━━━━━ Available data

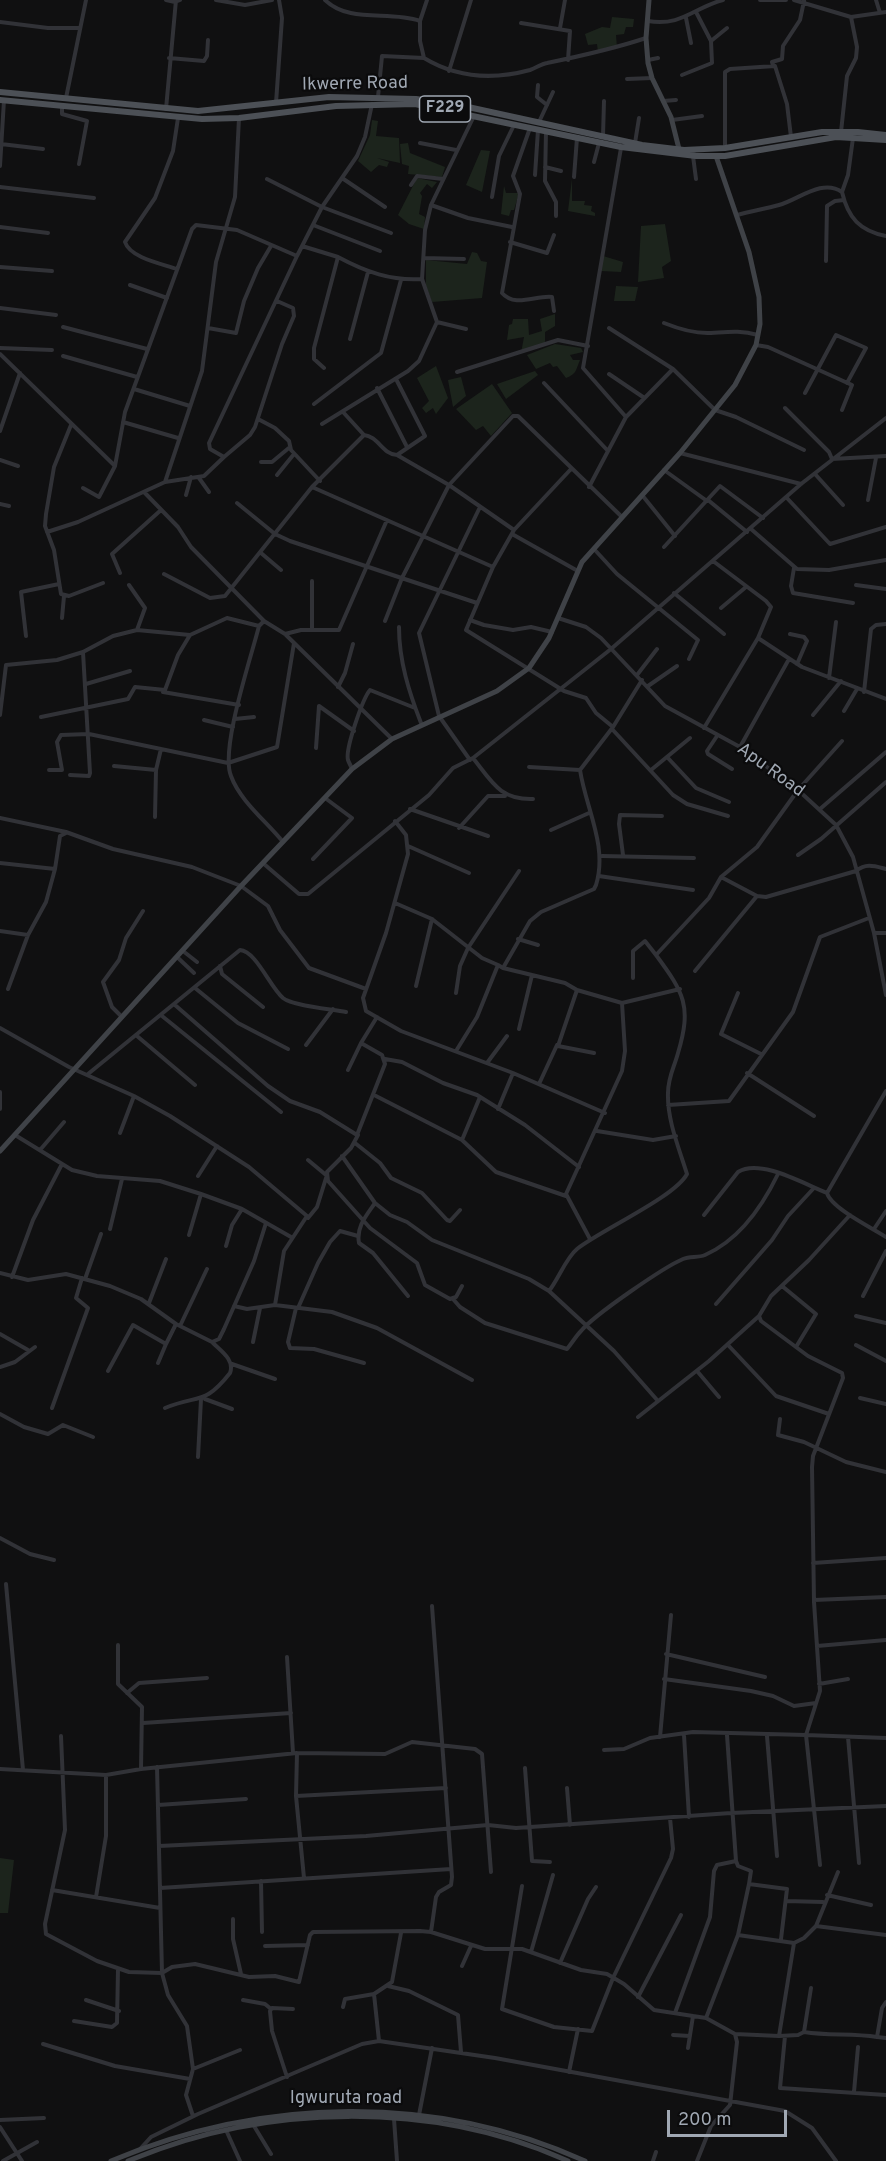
<!DOCTYPE html>
<style>
body{margin:0}
#map{position:relative;width:886px;height:2161px;overflow:hidden;background:#101011;font-family:Overpass,sans-serif}
canvas{display:block}
.scale{position:absolute;left:667px;top:2110px;width:120px;height:27px;box-sizing:border-box;border:3px solid #a0a8b3;border-top:0;padding-left:8px;font-size:18px;line-height:21px;white-space:nowrap;color:#a0a8b3;-webkit-text-stroke:4px #0b0b0c;paint-order:stroke}
</style>
<div id="map">
<canvas width="886" height="2161"></canvas>
<div class="scale">200 m</div>
</div>
<script>
const context = document.querySelector('canvas').getContext('2d');
context.lineJoin = 'round';
function paint(path, color) { context.fillStyle = color; context.fill(path, 'evenodd'); }
function stroke(path, color, width, dash) { context.strokeStyle = color; context.lineWidth = width; context.lineCap = dash ? 'butt' : 'round'; context.setLineDash(dash || []); context.stroke(path); }
function label(font, color, halo, rows, align = 'center') {
  context.font = font + ' Overpass,sans-serif'; context.lineWidth = 4.5; context.setLineDash([]); context.textBaseline = 'middle'; context.strokeStyle = halo; context.fillStyle = color; for (const [text, x, y, turn = 0] of rows) {
    context.save(); context.translate(x, y); context.rotate((+turn || 0) * Math.PI / 180); context.textAlign = isNaN(turn) ? turn : align; if (halo) context.strokeText(text, 0, 0); context.fillText(text, 0, 0); context.restore();
  }
}
paint(new Path2D(`
 M612,17L634,19L633,27H626L624,34L616,35L617,48L598,52L597,44L588,45L585,34L602,27L610,28Z
 M372,120L378,121L376,136L399,138L400,163L377,158L389,162L387,167L379,165L371,172L358,161L370,135Z
 M408,143L410,153L445,167L442,177L408,174L409,166L402,164L400,144Z
 M481,150L490,151L482,192L466,185Z
 M417,178L437,182L432,188L427,184L420,193L422,196L419,214L425,217L424,229L409,224L398,215Z
 M572,179V201H585L584,205L592,206L591,211L595,213V216L568,211Z
 M504,186L506,193H519L514,210H511L509,216L501,214Z
 M665,224L671,261L662,267L664,278L638,282L641,226Z
 M472,252L477,253L481,261L487,262L482,298L432,302L426,286V260L467,264Z
 M603,256L623,262L621,272L601,271Z
 M616,286L638,287L635,301H614Z
 M555,314V326L545,332V345L521,353L524,337L507,340L509,325L512,324L513,319H528L529,335L542,331L540,319Z
 M555,344L581,348L583,352L570,355L573,360H580C576,369 577,374 566,378L557,366L553,367L550,363L536,369L527,355Z
 M436,366L448,398L436,414L433,408L426,413L422,408L429,401L417,378Z
 M535,371L538,375L506,399L497,384Z
 M461,377L466,396L453,407L448,380Z
 M492,384L512,413L491,436L483,426L476,430L456,409Z
 M0,1858L14,1860L8,1913H0Z`), '#1c241c');
stroke(new Path2D(`
 M166,0L175,2L180,0
 M216,0L245,5L272,0
 M325,0C350,24 389,10 420,21V41L424,58C457,78 493,80 530,70C536,68 541,64 547,63C581,56 613,49 646,38
 M760,0H786
 M794,0L851,17L886,12
 M876,0L880,13
 M686,18L691,43
 M420,21L427,0
 M648,21C681,27 695,7 723,0
 M0,22L48,28H80
 M521,23L570,31L568,60
 M560,28L565,0
 M711,41L727,28
 M169,58L204,61L207,56L208,40
 M648,60L658,58
 M773,65L772,62L782,59L783,46L800,20L804,1
 M449,71L471,0
 M682,75L712,63L711,41L696,12
 M627,79L652,78
 M538,85L537,97L547,105
 M378,97L382,56L424,58
 M66,98L86,0
 M663,101L676,100
 M276,103L282,18L279,0
 M62,106V114L87,121L79,164
 M166,109L176,0
 M672,120L702,116
 M539,122L553,92
 M530,128L513,176L520,194L502,293C515,308 536,295 552,297L554,311
 M546,131L545,181L556,202V216
 M841,132L847,76L856,58L857,47L851,17
 M603,136L604,101
 M420,143L456,150
 M635,143L639,118
 M1,144L43,149
 M621,148L583,368L626,417
 M725,148V72L730,69L775,66L787,104L791,137
 M693,156L696,179
 M594,162L599,143
 M0,166L4,100
 M545,167L561,171
 M535,175L538,130
 M574,177L577,138
 M342,178L385,207
 M267,179L322,207L391,233
 M411,185L417,176L443,179
 M0,187L94,198
 M842,192L848,175L853,138
 M492,197L499,156L514,125
 M431,205L468,218L512,227
 M737,215C751,211 765,209 779,205C798,200 822,178 842,192C848,218 860,231 886,236
 M313,225L380,251
 M0,227L48,233
 M510,242L547,253L554,235
 M302,246L338,257
 M424,258L464,259
 M826,261L827,206L835,201L844,200
 M0,267L52,271
 M177,269C163,264 130,258 125,242L155,198L173,151L178,118
 M130,285L167,298
 M0,308L56,315
 M437,322L466,329
 M664,323C679,329 694,334 711,333C728,332 740,330 758,335
 M63,327L147,349
 M208,328L236,333L244,301L258,268L271,246
 M609,328L673,369L715,410L736,417L804,450
 M350,339L368,272
 M756,345L768,347L852,385L842,410
 M0,348L52,350
 M0,354L115,466
 M63,356L137,377
 M324,368L314,359V348L338,257C366,272 391,281 422,279
 M457,372L558,340L588,346
 M609,374L643,397
 M396,379L425,436L397,455
 M544,383L608,451
 M377,388L407,447
 M134,389L190,406
 M805,393L836,335L866,348L847,383
 M314,404L381,353L401,280
 M785,408L829,452L832,459
 M343,412L364,435
 M258,419L275,428L289,441L291,450L320,481
 M123,422L178,438
 M322,424L408,371L419,361L437,322L422,279L425,230L431,205L474,116
 M71,425L54,467L46,514L45,526L54,550L61,594L69,596L103,583
 M0,431L20,373
 M680,453L801,484
 M224,457L250,435L255,427L282,344L294,316L293,308L277,301
 M832,459L886,456
 M0,460L18,466
 M261,462H272L290,447
 M571,469L514,530L493,567L466,630L564,691L586,698L596,713L613,727
 M664,470L707,501
 M815,474L843,505
 M277,475L294,454
 M199,478L209,492
 M165,482L204,476L224,457L210,449L209,443L297,256L322,207L357,156L365,137L372,104
 M312,487L493,567
 M589,487L626,417L673,369
 M83,488L99,497L115,466L125,412L192,229L196,225L237,230L297,256
 M144,492L178,527L191,547L264,621L285,634L392,739
 M186,495L191,477
 M642,495L675,536
 M786,497L830,544L886,527
 M708,500L747,532
 M868,500L876,458
 M237,503L275,534L290,541L477,603
 M0,504L9,506
 M751,529L797,569L829,570L886,560
 M47,532L78,522L165,482L202,371L216,262L235,197L239,118
 M512,534L576,570
 M664,547L720,486L763,518
 M594,549L617,574L698,640L689,659
 M261,553L281,570
 M794,568L791,586L793,593L853,603
 M120,573L112,554L161,510
 M164,574L210,598L225,596L312,487L364,435C378,436 383,455 397,455L449,485L514,530
 M129,585L145,608L137,630
 M856,585L886,589
 M674,593L724,634
 M721,608L746,587
 M62,618L64,596
 M558,618L586,627L601,638L665,706L740,747L798,790L836,825L853,857L874,933L886,995
 M470,620L484,625L513,630L531,627L552,632
 M264,621L259,626C251,658 220,749 231,776C240,801 267,822 283,842
 M385,621L402,578L449,485L513,416H518L622,517
 M399,627C399,661 409,692 421,723
 M312,630V581
 M285,634L301,630H339L387,520
 M790,634L804,637L807,641L797,664
 M26,636L21,592L59,584
 M758,638L802,667L886,699
 M637,675L657,649
 M829,678L836,622
 M86,684L130,671
 M648,686L677,666
 M338,687L345,673L353,644
 M163,692L239,705
 M864,692L871,629L876,625L886,624
 M844,711L857,689
 M0,715L6,665L57,660L83,652L113,636L137,630L190,635L227,618L259,626
 M813,715L841,681
 M41,717L128,699L135,687L165,690L178,655L190,635
 M235,719L254,717
 M204,720L233,727
 M704,728L758,638L771,607L766,601L713,561
 M612,729L673,795L687,804L728,816
 M717,736L707,751L708,754L732,769
 M740,747L789,659
 M316,748L319,706L354,731
 M667,757L696,788L729,802
 M473,758C492,782 500,800 533,799
 M470,760L439,716L419,633L480,507
 M114,766L156,770
 M529,767L580,770
 M352,769C351,766 349,763 348,760C345,749 363,698 370,690L415,708
 M49,770H62L57,742L61,735L89,734L228,763L277,747L294,643
 M651,770L690,738
 M70,775L89,776L90,773L83,652
 M410,809L488,836
 M820,809L886,752
 M155,817L156,770L161,749
 M0,818L66,832L113,849L192,867L241,886L268,906L280,930L309,968L366,989
 M395,821L406,835L408,854L386,933L363,998L366,1011L401,1031L513,1073L605,1113
 M459,828L488,796H505
 M551,830L589,813
 M408,846L469,873
 M623,855L619,824L620,815L662,816
 M798,855L821,839L886,782
 M602,856L694,858
 M313,859L352,818L325,798
 M0,863L55,869
 M264,864L299,894H308L429,795L453,768L473,758L611,649L801,484L886,418
 M599,876L693,890
 M721,877L757,896L766,897L856,871C866,863 874,866 886,869
 M395,903L432,919L482,958L498,965L477,1017L456,1051
 M0,931L28,935
 M874,933H886
 M518,939L538,945
 M183,951L197,962
 M177,957L194,973
 M498,965L503,968L530,921L541,912L594,889L596,885C608,846 586,809 580,770L613,727L642,680
 M220,966L222,974L263,1007
 M503,968L565,983L577,990L622,1003L680,989
 M695,971L757,896
 M633,978V951L645,941L656,955
 M416,986L432,919
 M195,988L238,1023L288,1049
 M8,989L28,935L46,902L55,869L60,836L66,833
 M577,990L558,1046L594,1053
 M456,993L460,966L468,948L519,871
 M738,993L721,1034L761,1054
 M175,1005L268,1086L290,1101L320,1112L357,1135L385,1064L382,1055L361,1043L377,1017
 M162,1016L281,1112
 M122,1017L112,1007L103,982L119,960L126,938L143,911
 M0,1028L69,1067L134,1096L170,1116L249,1167L307,1216L284,1251L275,1305L247,1309L234,1306
 M519,1029L532,975
 M137,1036L195,1085
 M306,1045L333,1009
 M385,1059L402,1062L443,1083L477,1095L525,1125L579,1167
 M487,1063L507,1036
 M348,1070L361,1043
 M747,1073L814,1116
 M88,1074L240,950C256,951 270,987 283,998C293,1006 331,1009 346,1012
 M539,1084L557,1045
 M886,1091L827,1193C831,1208 872,1228 886,1237
 M0,1092V1109
 M374,1095L462,1140L496,1172L566,1196
 M668,1105L729,1101L793,1012L820,937L869,918
 M498,1109L513,1073
 M597,1131L653,1140L676,1136
 M120,1133L134,1096
 M15,1135L72,1170L97,1176L160,1181L201,1194L242,1209L291,1237
 M358,1135L351,1148L327,1172L328,1181L370,1228L417,1263L425,1285L450,1299L456,1297L462,1286
 M462,1140L480,1097
 M355,1143L380,1163L391,1178L422,1193L447,1220L450,1221L460,1210
 M40,1150L64,1122
 M342,1156L375,1203L390,1215L407,1222L432,1240L529,1279L549,1291L614,1351L658,1401
 M308,1160L326,1175
 M198,1176L217,1146
 M375,1203C366,1216 356,1227 359,1243L373,1253L408,1296
 M704,1215L738,1172C760,1158 804,1184 827,1193
 M308,1218L317,1207L326,1178
 M110,1229L122,1179
 M874,1229L886,1211
 M189,1235L201,1194
 M590,1239L566,1194L622,1071L625,1051L622,1003
 M226,1246L232,1225L242,1209
 M0,1273L28,1280L66,1274L110,1286L141,1299L176,1324L212,1342L219,1339L224,1329L254,1261L266,1223
 M12,1277L33,1220L62,1164
 M85,1279L101,1234
 M782,1286L816,1314L796,1347
 M549,1291C559,1278 566,1258 577,1249C601,1230 675,1197 687,1174C679,1148 667,1120 668,1093C668,1077 674,1068 678,1053C692,1006 684,993 656,955L709,898L721,877L757,847L798,790L842,741
 M863,1296L886,1251
 M453,1299L460,1307L485,1323L567,1349C572,1343 576,1336 581,1331C594,1315 664,1267 683,1259C690,1256 698,1258 705,1255C739,1240 763,1205 778,1174
 M149,1303L166,1259
 M716,1304L772,1240L788,1216L813,1189
 M275,1305L332,1312L377,1328L472,1380
 M296,1308L288,1342L290,1348L314,1349L364,1363
 M298,1308L318,1263L330,1242L340,1231L358,1236
 M856,1316L886,1323
 M180,1326L207,1269
 M0,1334L28,1350
 M253,1342L260,1308
 M728,1345L776,1396L829,1414
 M856,1345L886,1361
 M158,1363L166,1344
 M232,1364L275,1379
 M0,1367L15,1362L35,1347
 M108,1371L133,1325L166,1344L176,1324
 M697,1371L719,1397
 M860,1398L886,1404
 M205,1399L232,1409
 M52,1408L88,1308L76,1298L82,1278
 M165,1408C199,1394 204,1406 230,1373C235,1360 221,1351 213,1343
 M0,1414L24,1427L48,1434L63,1425L93,1437
 M638,1417L709,1361L759,1316
 M780,1419L778,1435L804,1442L846,1462L886,1472
 M198,1457L201,1399
 M0,1538L30,1554L54,1560
 M813,1563L886,1558
 M6,1584L23,1770
 M814,1600L886,1597
 M118,1645V1684L142,1707L141,1769
 M817,1646L886,1640
 M666,1654L765,1677
 M287,1657L293,1753
 M664,1679L751,1691L773,1696L794,1706L816,1703
 M819,1684L848,1679
 M127,1693L139,1683L207,1678
 M143,1723L291,1713
 M684,1735L689,1817
 M727,1735L736,1861L738,1866L751,1871L749,1884
 M61,1736L65,1830L45,1924L46,1934L97,1961L129,1972L162,1973L172,1967L195,1964L249,1977L275,1976L299,1982L310,1935L313,1932L420,1931L431,1932L485,1949H522L581,1970L607,1974L624,1984L654,2010L706,2018L735,2034L737,2042L730,2105L711,2126L697,2161
 M767,1736L777,1856
 M660,1737L671,1615
 M848,1737L859,1863
 M604,1750L624,1749L650,1738L693,1732L806,1735L820,1691L814,1602L812,1467L813,1456L843,1378L842,1373L808,1356L761,1321L759,1316L771,1296L809,1260L850,1215
 M297,1753L296,1796L304,1878
 M157,1767L162,1973L168,1995L187,2026L193,2069L186,2095L193,2116
 M525,1768L532,1861L550,1862
 M0,1769L106,1775L141,1769L297,1753L385,1754L412,1742L475,1749L482,1754L491,1872
 M567,1788L570,1825
 M296,1796L446,1788
 M158,1805L246,1799
 M159,1846L366,1836L488,1825L516,1828L731,1813L886,1806
 M820,1865L806,1735L886,1738
 M261,1881L262,1932
 M522,1886L502,2009L554,2027L592,2031L613,1978L671,1858L673,1849L670,1818
 M160,1888L451,1869
 M52,1890L160,1908
 M827,1895L871,1905
 M96,1897L106,1836V1775
 M786,1901L823,1902
 M233,1919V1939L241,1974
 M816,1926L886,1935
 M431,1932L436,1897L439,1892L451,1885L452,1877L432,1606
 M738,1935L794,1943L804,1938L816,1926L838,1872
 M265,1946L308,1945
 M531,1952L553,1875
 M560,1963L588,1899L596,1887
 M462,1966L471,1946
 M388,1986L409,1991L458,2015L461,2052
 M374,1994L379,2041
 M638,1997L681,1915
 M86,2000L119,2011
 M243,2000L265,2004L271,2009
 M343,2007L345,1999L374,1994L392,1982L401,1933
 M675,2013L710,1917L714,1871L717,1865L736,1861
 M706,2018L738,1935L749,1884L787,1889L781,1939
 M74,2021L112,2027L117,2023L118,1969
 M804,2032C829,2036 852,2033 877,2037L882,2008L886,2002
 M735,2034L779,2036L794,1943
 M673,2035L690,2036
 M779,2036L798,2035L804,2032L811,1988
 M785,2036L780,2088L886,2095
 M877,2037L886,2038
 M43,2044L115,2066L190,2079
 M688,2048L693,2016
 M193,2069L240,2050
 M569,2072L578,2029
 M287,2077L272,2031L270,2011L272,2008L293,2009
 M854,2092L858,2047
 M419,2115L432,2048
 M394,2119L397,2161
 M0,2120L44,2118
 M254,2126L271,2154
 M0,2127L22,2161
 M226,2130L240,2161
 M141,2148L151,2137L198,2114L362,2044L379,2041L495,2058L785,2111L812,2128L836,2161
 M3,2161L37,2142
 M653,2161L656,2152`), '#313237', 4);
stroke(new Path2D(`
 M649,0L646,38L648,63L652,78L671,117L679,149
 M0,1151L241,886L352,769L392,739L497,691L529,668L549,638L582,562L680,453L735,385L756,345L760,324L759,297L749,252L716,156
 M111,2161C262,2097 435,2093 585,2161
 M128,2161C265,2103 432,2100 568,2161`), '#3f4247', 5);
stroke(new Path2D(`
 M0,92L198,111L329,97L416,99L468,107L642,145L684,150L725,148L822,132H858L886,135
 M0,100L202,119L239,118L336,106L415,104L621,147L696,156H725L836,137L886,140`), '#4c5056', 6);
for (const [x, y, w] of [
 [445,109,51]
]) { const box = new Path2D(); box.roundRect(x - w / 2, y - 13, w, 26, 4.5); context.fillStyle = '#0b0b0c'; context.fill(box); stroke(box, '#a0a8b3', 1.5); }
label('bold 16px', '#a0a8b3', null, [
 ["F229",445,109]
]);
label('18px', '#a0a8b3', '#0b0b0c', [
 ["Ikwerre Road",355,85,-1],
 ["Apu Road",770,771,36],
 ["Igwuruta road",346,2099]
]);
</script>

━━━━━━━━━━

**Directions:** Reproduce the records above from their first line to the line bearing "function label(font, color, halo, rows, align", both ends included, leaving every picture out.

**Answer to the exercise:**
<!DOCTYPE html>
<style>
body{margin:0}
#map{position:relative;width:886px;height:2161px;overflow:hidden;background:#101011;font-family:Overpass,sans-serif}
canvas{display:block}
.scale{position:absolute;left:667px;top:2110px;width:120px;height:27px;box-sizing:border-box;border:3px solid #a0a8b3;border-top:0;padding-left:8px;font-size:18px;line-height:21px;white-space:nowrap;color:#a0a8b3;-webkit-text-stroke:4px #0b0b0c;paint-order:stroke}
</style>
<div id="map">
<canvas width="886" height="2161"></canvas>
<div class="scale">200 m</div>
</div>
<script>
const context = document.querySelector('canvas').getContext('2d');
context.lineJoin = 'round';
function paint(path, color) { context.fillStyle = color; context.fill(path, 'evenodd'); }
function stroke(path, color, width, dash) { context.strokeStyle = color; context.lineWidth = width; context.lineCap = dash ? 'butt' : 'round'; context.setLineDash(dash || []); context.stroke(path); }
function label(font, color, halo, rows, align = 'center') {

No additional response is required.